● **WHAT NEEDS TO BE DONE**: Work out how many lines in the records contain the word "heat", and give that number alone.

● **EXERCISE MATERIALS**:

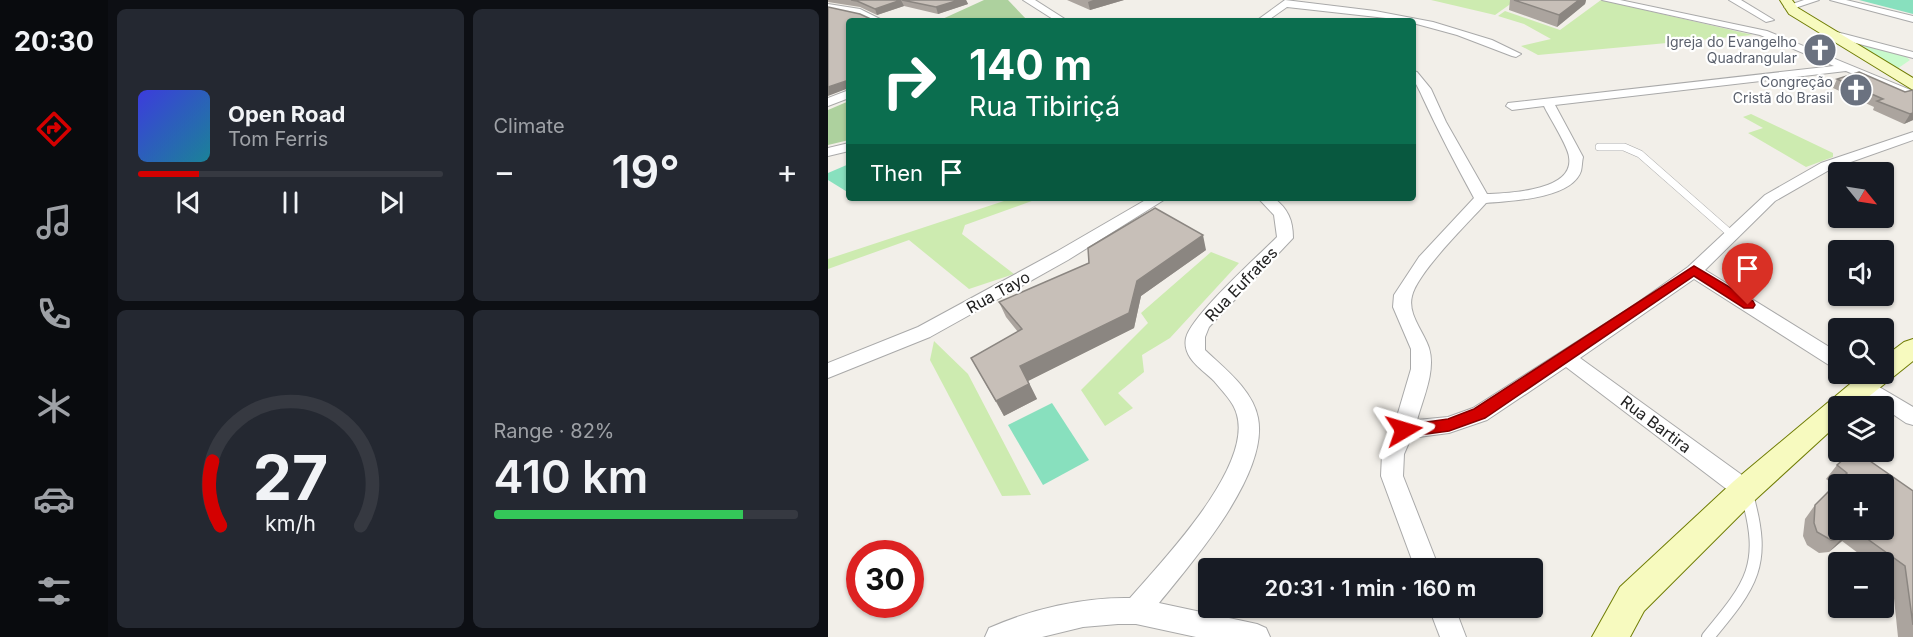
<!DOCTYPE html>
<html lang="en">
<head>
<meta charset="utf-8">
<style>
	body { margin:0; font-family:Inter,sans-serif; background:#242831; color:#f1f3f6; height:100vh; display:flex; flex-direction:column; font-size:22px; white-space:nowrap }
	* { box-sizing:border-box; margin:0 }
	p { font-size:20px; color:#9ea1a6 }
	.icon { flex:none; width:33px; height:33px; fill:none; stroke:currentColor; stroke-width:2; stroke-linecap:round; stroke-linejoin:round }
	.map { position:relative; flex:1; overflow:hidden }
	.panel { display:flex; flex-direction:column; gap:9px; padding:9px; background:#0d0f14; width:720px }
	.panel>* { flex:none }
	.banner { position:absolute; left:18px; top:18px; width:570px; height:183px; border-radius:6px; box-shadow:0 2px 4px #0004; background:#0b6e4f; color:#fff; overflow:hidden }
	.needle { width:39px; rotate:120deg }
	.buttons { position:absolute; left:1000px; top:162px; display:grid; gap:12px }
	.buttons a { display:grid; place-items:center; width:66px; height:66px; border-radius:6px; background:#171b24; box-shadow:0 2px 4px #0004; font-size:30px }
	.speed { position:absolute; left:18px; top:540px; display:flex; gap:12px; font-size:30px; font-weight:700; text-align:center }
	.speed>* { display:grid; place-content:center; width:78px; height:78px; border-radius:50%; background:#171b24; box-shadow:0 2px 4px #0004; line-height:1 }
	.speed .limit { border:9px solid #d22; background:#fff; color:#111 }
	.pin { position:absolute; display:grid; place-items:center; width:51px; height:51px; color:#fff; margin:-62px -26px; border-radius:50% 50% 50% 0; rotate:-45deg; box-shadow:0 0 6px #0007 }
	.pin .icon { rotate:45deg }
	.me { position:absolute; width:66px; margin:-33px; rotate:83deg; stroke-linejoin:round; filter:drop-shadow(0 0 4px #0008) }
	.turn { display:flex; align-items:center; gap:21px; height:126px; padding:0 24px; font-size:27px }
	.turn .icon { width:78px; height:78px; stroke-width:2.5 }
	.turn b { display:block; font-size:42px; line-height:51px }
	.then { display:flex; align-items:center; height:57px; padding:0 24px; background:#0003; gap:12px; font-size:22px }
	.big { font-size:45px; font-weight:600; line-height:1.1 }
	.panel .card { flex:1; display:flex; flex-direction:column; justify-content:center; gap:9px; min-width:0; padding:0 21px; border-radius:9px; background:#242831 }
	.panel .dial { align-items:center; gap:0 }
	.dial svg { height:156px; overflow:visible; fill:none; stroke:#363941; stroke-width:7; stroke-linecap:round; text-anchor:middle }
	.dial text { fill:#f1f3f6; stroke:none }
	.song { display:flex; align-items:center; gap:18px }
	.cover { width:72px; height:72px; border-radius:9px; background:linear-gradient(135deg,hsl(240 70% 55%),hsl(190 70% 35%)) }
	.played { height:6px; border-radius:3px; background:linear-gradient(90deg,#d40000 20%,#363941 20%) }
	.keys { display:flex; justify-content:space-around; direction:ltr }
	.heat { display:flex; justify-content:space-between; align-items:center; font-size:33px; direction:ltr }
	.charge { height:9px; border-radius:4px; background:linear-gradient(90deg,#34c759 82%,#363941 0) }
	.panel .tiles { flex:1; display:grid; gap:9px; grid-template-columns:repeat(2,1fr) }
	.trip { position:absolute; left:370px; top:558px; width:345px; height:60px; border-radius:6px; background:#171b24; box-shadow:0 2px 4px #0004; font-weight:600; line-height:60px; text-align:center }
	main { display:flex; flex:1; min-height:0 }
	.dock { display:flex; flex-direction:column; width:108px; justify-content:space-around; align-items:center; background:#090b0e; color:#9ea1a6 }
	.dock .icon { width:42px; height:42px }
	.dock .current { color:#d40000 }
	.dock b { font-size:27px; color:#f1f3f6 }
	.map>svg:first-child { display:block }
	.grass { fill:#cdebb0 }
	.forest { fill:#add19e }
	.park { fill:#c8facc }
	.pitch { fill:#88e0be }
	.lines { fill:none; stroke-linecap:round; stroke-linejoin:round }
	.lane-far1-casing { stroke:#a9a9a9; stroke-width:8 }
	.lane-casing { stroke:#a9a9a9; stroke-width:14 }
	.street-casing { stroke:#a9a9a9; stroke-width:2 }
	.secondary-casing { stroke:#707d05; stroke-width:2 }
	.lane-far1 { stroke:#fff; stroke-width:7 }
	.lane { stroke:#fff; stroke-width:12 }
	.street { fill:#fff; fill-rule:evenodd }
	.secondary { fill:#f7fabf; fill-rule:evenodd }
	.wall { fill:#aba49e; fill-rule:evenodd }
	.shaded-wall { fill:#8b8681 }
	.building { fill:#c7bfb8; stroke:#8b8681; stroke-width:1.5 }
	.route { fill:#d40000; stroke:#8a0000; stroke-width:1.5 }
	.labels { text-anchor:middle; stroke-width:4.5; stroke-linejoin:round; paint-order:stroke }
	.far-worship-label { font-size:14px; fill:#5b616d; stroke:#fff; text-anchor:end }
	.street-label { font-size:16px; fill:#222; stroke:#fff }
</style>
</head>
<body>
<main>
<nav class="dock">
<b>20:30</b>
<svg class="icon current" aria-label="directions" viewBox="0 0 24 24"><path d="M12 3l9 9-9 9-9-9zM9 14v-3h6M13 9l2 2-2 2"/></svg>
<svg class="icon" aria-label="music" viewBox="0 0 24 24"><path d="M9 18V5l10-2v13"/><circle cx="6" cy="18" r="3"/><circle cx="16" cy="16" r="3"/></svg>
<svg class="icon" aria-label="phone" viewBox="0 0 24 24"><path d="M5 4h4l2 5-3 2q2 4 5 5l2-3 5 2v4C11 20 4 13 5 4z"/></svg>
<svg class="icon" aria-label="climate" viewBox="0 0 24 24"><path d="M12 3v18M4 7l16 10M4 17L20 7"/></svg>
<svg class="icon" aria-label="car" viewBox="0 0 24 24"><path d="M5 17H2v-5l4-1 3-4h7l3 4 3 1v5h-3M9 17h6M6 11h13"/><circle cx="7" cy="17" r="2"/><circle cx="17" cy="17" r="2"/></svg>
<svg class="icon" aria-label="filters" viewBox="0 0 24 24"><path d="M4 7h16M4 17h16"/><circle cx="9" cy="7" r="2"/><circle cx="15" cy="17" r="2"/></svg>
</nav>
<section class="panel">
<div class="tiles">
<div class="card">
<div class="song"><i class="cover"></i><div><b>Open Road</b><p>Tom Ferris</p></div></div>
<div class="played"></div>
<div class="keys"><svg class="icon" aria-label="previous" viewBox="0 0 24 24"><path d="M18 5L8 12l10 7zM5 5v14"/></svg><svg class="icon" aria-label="pause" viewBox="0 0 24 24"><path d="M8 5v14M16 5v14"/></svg><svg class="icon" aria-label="next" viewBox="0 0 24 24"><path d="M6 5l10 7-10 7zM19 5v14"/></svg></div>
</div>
<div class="card"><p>Climate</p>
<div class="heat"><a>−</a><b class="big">19°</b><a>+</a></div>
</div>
<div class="card dial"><svg viewBox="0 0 100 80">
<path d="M14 69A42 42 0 1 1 86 69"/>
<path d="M14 69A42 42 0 0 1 10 36" stroke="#d40000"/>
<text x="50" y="56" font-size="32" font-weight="700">27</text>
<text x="50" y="72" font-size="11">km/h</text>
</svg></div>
<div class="card"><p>Range · 82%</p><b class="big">410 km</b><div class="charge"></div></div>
</div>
</section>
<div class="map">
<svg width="1085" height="637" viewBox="0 0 1085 637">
	<rect width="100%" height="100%" fill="#f2efe9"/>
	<!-- grass -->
	<g class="grass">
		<path d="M603,0h85l-21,15z"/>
		<path d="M773,0l152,35 -215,20 -17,-9 30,-7 -27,-15 -26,-8 7,-5 55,19z"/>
		<path d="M923,114l82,39v4l-27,10 -58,-34 15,-5 -20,-11z"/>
		<path d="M185,198h27l-75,27 -3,9 52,40 -45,15 -60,-49 -81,29v-10z"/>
		<path d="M383,252l28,11 -69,75 -28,17 2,17 -26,21 15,15 -28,18 -24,-36 67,-67 -7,-10z"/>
		<path d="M106,341l34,33 63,121 -29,1 -72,-136z"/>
	</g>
	<!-- forest -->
	<g class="forest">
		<path d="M156,0h24l20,21h-90z"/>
		<path d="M21,101v39l-21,5v-35z"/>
	</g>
	<!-- park -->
	<path class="park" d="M1023,40l53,15 6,5 -13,9z"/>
	<!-- pitch -->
	<g class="pitch">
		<path d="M1031,0h54v14z"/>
		<path d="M21,164v29l-21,-13v-7z"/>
		<path d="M224,403l37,57 -46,25 -35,-60z"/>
	</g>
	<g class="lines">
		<!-- lane-far1 casing -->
		<g class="lane-far1-casing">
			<path id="lane-far1" d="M771,147h25l16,7 91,80"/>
		</g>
		<!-- lane casing -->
		<g class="lane-casing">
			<path id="lane" d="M880,637c44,-53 59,-72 39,-142"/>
		</g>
		<!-- street casing -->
		<g class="street-casing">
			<g id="street">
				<path d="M195,0h12l33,21h-12z"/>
				<path d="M457,0l90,11 58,11 59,18 29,14 -5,3 -4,-1 -55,-21 -44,-12v-2l-126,-14 -20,14h-11z"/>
				<path d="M774,0h18l147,31 146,60v8l-67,-28 -291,34 28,52c-1,4 -1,10 -2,14 -9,28 -71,30 -95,32 -18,20 -69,70 -74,93 -5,18 12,36 17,52 7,23 -6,50 -12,72l31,-3 25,-9 160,-102 55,-39 77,-72 56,-32 92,-31v8l-82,29 -56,32 -70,69 134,83v16l-7,-2 -138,-88 -114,79 173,125 3,7 -3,7 -8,3 -8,-3 -171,-130 -79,53 -38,13 -38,5 -7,16 -1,22 36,92h-24l-34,-92 1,-22 11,-24 18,-61v-20l-18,-42 1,-12 25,-38 55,-59c-18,-33 -36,-67 -52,-102 -4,-10 -9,-14 -9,-25l4,1 14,17 15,33 41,72c21,-1 88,-3 82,-37 -1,-11 -20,-40 -25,-51l-32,4 -6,-4 2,-3 326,-37 -74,-31z"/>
				<path d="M901,0h12l33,20 -8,2z"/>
				<path d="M976,0h15l-30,10 -5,-3z"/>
				<path d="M1002,0h16l67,16v6z"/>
				<path d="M0,4l32,5 24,12h-13l-16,-7 -27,-4z"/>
				<path d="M1001,30l84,22v6l-88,-23 -1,-2z"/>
				<path d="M21,90v8l-21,8v-8z"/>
				<path d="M21,143v8l-21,5v-8z"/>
				<path d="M321,198h18l-99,62 -138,77 -102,41v-15l90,-36 138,-75z"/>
				<path d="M430,198h16c14,11 19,22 19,40l-84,89 -4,10v13c19,18 48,40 53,68 11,56 -65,143 -99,185l98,21 9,4 4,9h-74l-60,-13h-18l-35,3 -41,10h-57l4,-9c43,-19 94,-31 141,-30 33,-38 122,-130 107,-183 -3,-13 -15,-24 -23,-34 -12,-12 -32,-23 -28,-43 5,-22 72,-82 91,-101l-3,-22z"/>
				<path d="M1036,378l49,29v18l-7,-2 -49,-33 -3,-5 3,-5z"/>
				<path d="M601,608h26l11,29h-26z"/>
			</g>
		</g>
		<!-- secondary casing -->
		<g class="secondary-casing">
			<g id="secondary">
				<path d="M952,0h12l6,8 115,70v12l-124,-76z"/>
				<path d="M1085,339v22l-56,45h-18v17l-83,76 -112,112 -14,26h-38l28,-50 114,-106 128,-107h22v-17l20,-15z"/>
			</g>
		</g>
		<!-- lane-far1 -->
		<use href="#lane-far1" class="lane-far1"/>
		<!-- lane -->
		<use href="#lane" class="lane"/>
		<!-- street -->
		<use href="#street" class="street"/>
		<!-- secondary -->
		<use href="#secondary" class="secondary"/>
	</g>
	<!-- wall -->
	<g class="wall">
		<path d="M0,0h138l2,4 -30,10 -34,-8 -27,9 -17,-8 -32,-5z"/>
		<path d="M239,0h57l-34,10z"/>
		<path d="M682,0h76l-1,4 -28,23 -48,-17z"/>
		<path d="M1009,79l68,13 8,-2v30l-9,4 -31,-14 1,-3 -41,-19z"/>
		<path d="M378,250l-65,46 -7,32 -106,53 9,18 -33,17 -33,-58 47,-26 -12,-15 -7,-15z"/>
		<path d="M1009,465l76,26v146h-15l-6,-58 -8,-6v-11h-14l-28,-21 -13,11 -10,1 -12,-8 -4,-9 2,-17 10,-14 20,-20 -9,-6zM1056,484v46h-45z"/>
	</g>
	<!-- shaded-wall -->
	<g class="shaded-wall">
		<path d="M73,0l3,6 -27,9 -2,-6z"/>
		<path d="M129,0h9l2,4 -30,10 -2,-7z"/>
		<path d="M265,0h31l-34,10 -2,-8z"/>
		<path d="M751,0h7l-1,4 -28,23 2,-12z"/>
		<path d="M21,80v8l-21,8v-9z"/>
		<path d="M1085,113v7l-9,4 6,-10z"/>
		<path d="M375,235l3,15 -65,46 -7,32 -106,53 9,18 -33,17 -8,-15 24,-35 117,-85z"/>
		<path d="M1024,530l-10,11 -13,11 12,-13z"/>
	</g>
	<!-- building -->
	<g class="building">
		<path d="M23,0h50l-26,9 -18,-8z"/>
		<path d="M74,0h57l-23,7z"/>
		<path d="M686,0h65l-20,15z"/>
		<path d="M0,7l32,7 15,7h-26v59l-21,7z"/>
		<path d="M1031,72l46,20 8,-2v23l-3,1 -33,-13 6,-2 -46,-20z"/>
		<path d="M327,208l48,27 -66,46 -8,32 -109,53 9,18 -33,17 -25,-43 51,-29 -23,-27 90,-39 -1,-15z"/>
		<path d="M1024,452h5l56,39v134l-8,-59 -50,-36h29v-46h-45v46h13l-11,9 -10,1 -14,-8 -3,-9 1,-18 32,-32 -10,-8z"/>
	</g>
	<!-- route -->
	<path class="route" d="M866,266l59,35 2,4 -2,3h-9l-50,-32 -209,142 -36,13 -45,6 -5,-2 -3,-5 3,-4 49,-7 26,-10z"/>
	<!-- icons -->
	<defs>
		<g id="church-disc" transform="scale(1.725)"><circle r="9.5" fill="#6b7280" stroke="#fff"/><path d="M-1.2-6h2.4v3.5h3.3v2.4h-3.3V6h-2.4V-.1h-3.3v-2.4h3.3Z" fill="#fff"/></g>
	</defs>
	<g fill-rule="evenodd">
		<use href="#church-disc" x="992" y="50"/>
		<use href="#church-disc" x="1028" y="90"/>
	</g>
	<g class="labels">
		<!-- far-worship labels -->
		<g class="far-worship-label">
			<text x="969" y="47">Igreja do Evangelho<tspan x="969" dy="16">Quadrangular</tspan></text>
			<text x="1005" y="87">Congreção<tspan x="1005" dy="16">Cristã do Brasil</tspan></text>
		</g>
		<!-- street labels -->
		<g class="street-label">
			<text transform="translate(413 284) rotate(-46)" y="6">Rua Eufrates</text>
			<text transform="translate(170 292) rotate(-29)" y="6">Rua Tayo</text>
			<text transform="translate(828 424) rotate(37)" y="6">Rua Bartira</text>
		</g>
	</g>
</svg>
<div class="buttons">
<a><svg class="needle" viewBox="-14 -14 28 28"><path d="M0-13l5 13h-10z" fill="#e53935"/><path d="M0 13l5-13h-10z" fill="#9ea1a6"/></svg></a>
<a><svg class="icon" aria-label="sound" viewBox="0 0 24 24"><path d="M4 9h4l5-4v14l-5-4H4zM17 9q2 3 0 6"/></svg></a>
<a><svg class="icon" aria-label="search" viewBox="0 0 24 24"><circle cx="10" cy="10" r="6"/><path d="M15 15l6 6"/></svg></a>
<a><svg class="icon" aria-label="layers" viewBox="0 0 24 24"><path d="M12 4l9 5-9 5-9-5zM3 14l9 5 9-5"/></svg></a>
<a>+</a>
<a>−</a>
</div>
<div class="speed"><div class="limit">30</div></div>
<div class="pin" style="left:920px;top:305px;background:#d93025"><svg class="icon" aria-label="arrive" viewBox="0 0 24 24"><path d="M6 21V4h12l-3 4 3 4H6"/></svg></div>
<svg class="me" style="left:576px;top:430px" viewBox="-20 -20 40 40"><path d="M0-17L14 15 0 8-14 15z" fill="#d40000" stroke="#fff" stroke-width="4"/></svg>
<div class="trip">20:31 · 1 min · 160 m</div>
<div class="banner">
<div class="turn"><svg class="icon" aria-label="right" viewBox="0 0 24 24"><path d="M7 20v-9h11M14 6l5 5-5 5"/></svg><div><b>140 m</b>Rua Tibiriçá</div></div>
<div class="then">Then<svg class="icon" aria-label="arrive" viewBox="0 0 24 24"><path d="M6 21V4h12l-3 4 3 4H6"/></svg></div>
</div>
</div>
</main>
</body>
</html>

● **EXERCISE RESULT**: 2